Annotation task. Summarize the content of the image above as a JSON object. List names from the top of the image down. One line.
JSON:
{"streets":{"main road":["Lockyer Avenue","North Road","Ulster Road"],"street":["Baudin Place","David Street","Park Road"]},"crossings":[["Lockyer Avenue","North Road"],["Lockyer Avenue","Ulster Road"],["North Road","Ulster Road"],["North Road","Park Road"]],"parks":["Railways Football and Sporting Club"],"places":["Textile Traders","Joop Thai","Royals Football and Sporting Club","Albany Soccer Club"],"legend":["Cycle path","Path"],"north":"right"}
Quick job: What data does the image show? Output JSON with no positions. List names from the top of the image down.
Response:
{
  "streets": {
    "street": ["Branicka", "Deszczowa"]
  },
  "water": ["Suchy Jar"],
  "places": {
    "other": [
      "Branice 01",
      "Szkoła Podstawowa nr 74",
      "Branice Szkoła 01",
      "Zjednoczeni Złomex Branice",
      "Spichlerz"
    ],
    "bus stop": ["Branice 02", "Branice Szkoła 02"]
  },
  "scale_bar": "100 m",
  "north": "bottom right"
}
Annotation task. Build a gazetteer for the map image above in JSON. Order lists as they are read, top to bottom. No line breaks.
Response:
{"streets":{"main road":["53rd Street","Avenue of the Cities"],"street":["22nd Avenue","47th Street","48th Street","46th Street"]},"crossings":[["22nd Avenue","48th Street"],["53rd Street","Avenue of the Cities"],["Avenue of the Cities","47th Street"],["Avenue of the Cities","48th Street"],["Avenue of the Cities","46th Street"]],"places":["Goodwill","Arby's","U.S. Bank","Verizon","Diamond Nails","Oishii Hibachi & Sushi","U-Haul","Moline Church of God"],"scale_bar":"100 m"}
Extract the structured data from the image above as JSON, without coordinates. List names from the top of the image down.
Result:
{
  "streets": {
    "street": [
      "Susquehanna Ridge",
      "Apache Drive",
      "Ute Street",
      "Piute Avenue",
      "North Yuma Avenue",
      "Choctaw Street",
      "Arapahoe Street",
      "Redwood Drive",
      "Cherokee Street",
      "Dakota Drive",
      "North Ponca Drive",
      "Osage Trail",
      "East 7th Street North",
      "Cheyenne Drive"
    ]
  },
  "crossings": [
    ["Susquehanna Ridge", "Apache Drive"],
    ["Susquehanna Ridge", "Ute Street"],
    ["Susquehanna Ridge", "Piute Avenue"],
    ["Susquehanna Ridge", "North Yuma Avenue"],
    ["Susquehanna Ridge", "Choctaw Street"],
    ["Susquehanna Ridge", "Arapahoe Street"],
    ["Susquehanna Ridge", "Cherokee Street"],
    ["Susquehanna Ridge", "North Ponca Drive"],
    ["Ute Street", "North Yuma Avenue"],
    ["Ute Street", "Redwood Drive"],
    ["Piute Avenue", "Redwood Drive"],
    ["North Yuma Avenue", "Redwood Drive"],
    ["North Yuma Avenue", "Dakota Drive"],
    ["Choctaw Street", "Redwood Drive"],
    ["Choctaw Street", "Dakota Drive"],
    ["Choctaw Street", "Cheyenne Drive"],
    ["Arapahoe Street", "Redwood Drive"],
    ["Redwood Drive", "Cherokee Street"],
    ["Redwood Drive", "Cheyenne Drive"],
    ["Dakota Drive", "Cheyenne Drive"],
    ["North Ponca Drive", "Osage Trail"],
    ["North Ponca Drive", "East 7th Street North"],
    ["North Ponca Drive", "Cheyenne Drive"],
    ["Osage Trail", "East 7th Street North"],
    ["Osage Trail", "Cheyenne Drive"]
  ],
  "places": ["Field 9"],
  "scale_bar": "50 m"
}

WHAT TO DO
Write every entry out again. Leave each one exactly as it is.

RESPONSE FOR THIS EXERCISE
Annotation task. Summarize the content of the image above as a JSON object. List names from the top of the image down. One line.
JSON:
{"streets":{"main road":["Lockyer Avenue","North Road","Ulster Road"],"street":["Baudin Place","David Street","Park Road"]},"crossings":[["Lockyer Avenue","North Road"],["Lockyer Avenue","Ulster Road"],["North Road","Ulster Road"],["North Road","Park Road"]],"parks":["Railways Football and Sporting Club"],"places":["Textile Traders","Joop Thai","Royals Football and Sporting Club","Albany Soccer Club"],"legend":["Cycle path","Path"],"north":"right"}
Quick job: What data does the image show? Output JSON with no positions. List names from the top of the image down.
Response:
{
  "streets": {
    "street": ["Branicka", "Deszczowa"]
  },
  "water": ["Suchy Jar"],
  "places": {
    "other": [
      "Branice 01",
      "Szkoła Podstawowa nr 74",
      "Branice Szkoła 01",
      "Zjednoczeni Złomex Branice",
      "Spichlerz"
    ],
    "bus stop": ["Branice 02", "Branice Szkoła 02"]
  },
  "scale_bar": "100 m",
  "north": "bottom right"
}
Annotation task. Build a gazetteer for the map image above in JSON. Order lists as they are read, top to bottom. No line breaks.
Response:
{"streets":{"main road":["53rd Street","Avenue of the Cities"],"street":["22nd Avenue","47th Street","48th Street","46th Street"]},"crossings":[["22nd Avenue","48th Street"],["53rd Street","Avenue of the Cities"],["Avenue of the Cities","47th Street"],["Avenue of the Cities","48th Street"],["Avenue of the Cities","46th Street"]],"places":["Goodwill","Arby's","U.S. Bank","Verizon","Diamond Nails","Oishii Hibachi & Sushi","U-Haul","Moline Church of God"],"scale_bar":"100 m"}
Extract the structured data from the image above as JSON, without coordinates. List names from the top of the image down.
Result:
{
  "streets": {
    "street": [
      "Susquehanna Ridge",
      "Apache Drive",
      "Ute Street",
      "Piute Avenue",
      "North Yuma Avenue",
      "Choctaw Street",
      "Arapahoe Street",
      "Redwood Drive",
      "Cherokee Street",
      "Dakota Drive",
      "North Ponca Drive",
      "Osage Trail",
      "East 7th Street North",
      "Cheyenne Drive"
    ]
  },
  "crossings": [
    ["Susquehanna Ridge", "Apache Drive"],
    ["Susquehanna Ridge", "Ute Street"],
    ["Susquehanna Ridge", "Piute Avenue"],
    ["Susquehanna Ridge", "North Yuma Avenue"],
    ["Susquehanna Ridge", "Choctaw Street"],
    ["Susquehanna Ridge", "Arapahoe Street"],
    ["Susquehanna Ridge", "Cherokee Street"],
    ["Susquehanna Ridge", "North Ponca Drive"],
    ["Ute Street", "North Yuma Avenue"],
    ["Ute Street", "Redwood Drive"],
    ["Piute Avenue", "Redwood Drive"],
    ["North Yuma Avenue", "Redwood Drive"],
    ["North Yuma Avenue", "Dakota Drive"],
    ["Choctaw Street", "Redwood Drive"],
    ["Choctaw Street", "Dakota Drive"],
    ["Choctaw Street", "Cheyenne Drive"],
    ["Arapahoe Street", "Redwood Drive"],
    ["Redwood Drive", "Cherokee Street"],
    ["Redwood Drive", "Cheyenne Drive"],
    ["Dakota Drive", "Cheyenne Drive"],
    ["North Ponca Drive", "Osage Trail"],
    ["North Ponca Drive", "East 7th Street North"],
    ["North Ponca Drive", "Cheyenne Drive"],
    ["Osage Trail", "East 7th Street North"],
    ["Osage Trail", "Cheyenne Drive"]
  ],
  "places": ["Field 9"],
  "scale_bar": "50 m"
}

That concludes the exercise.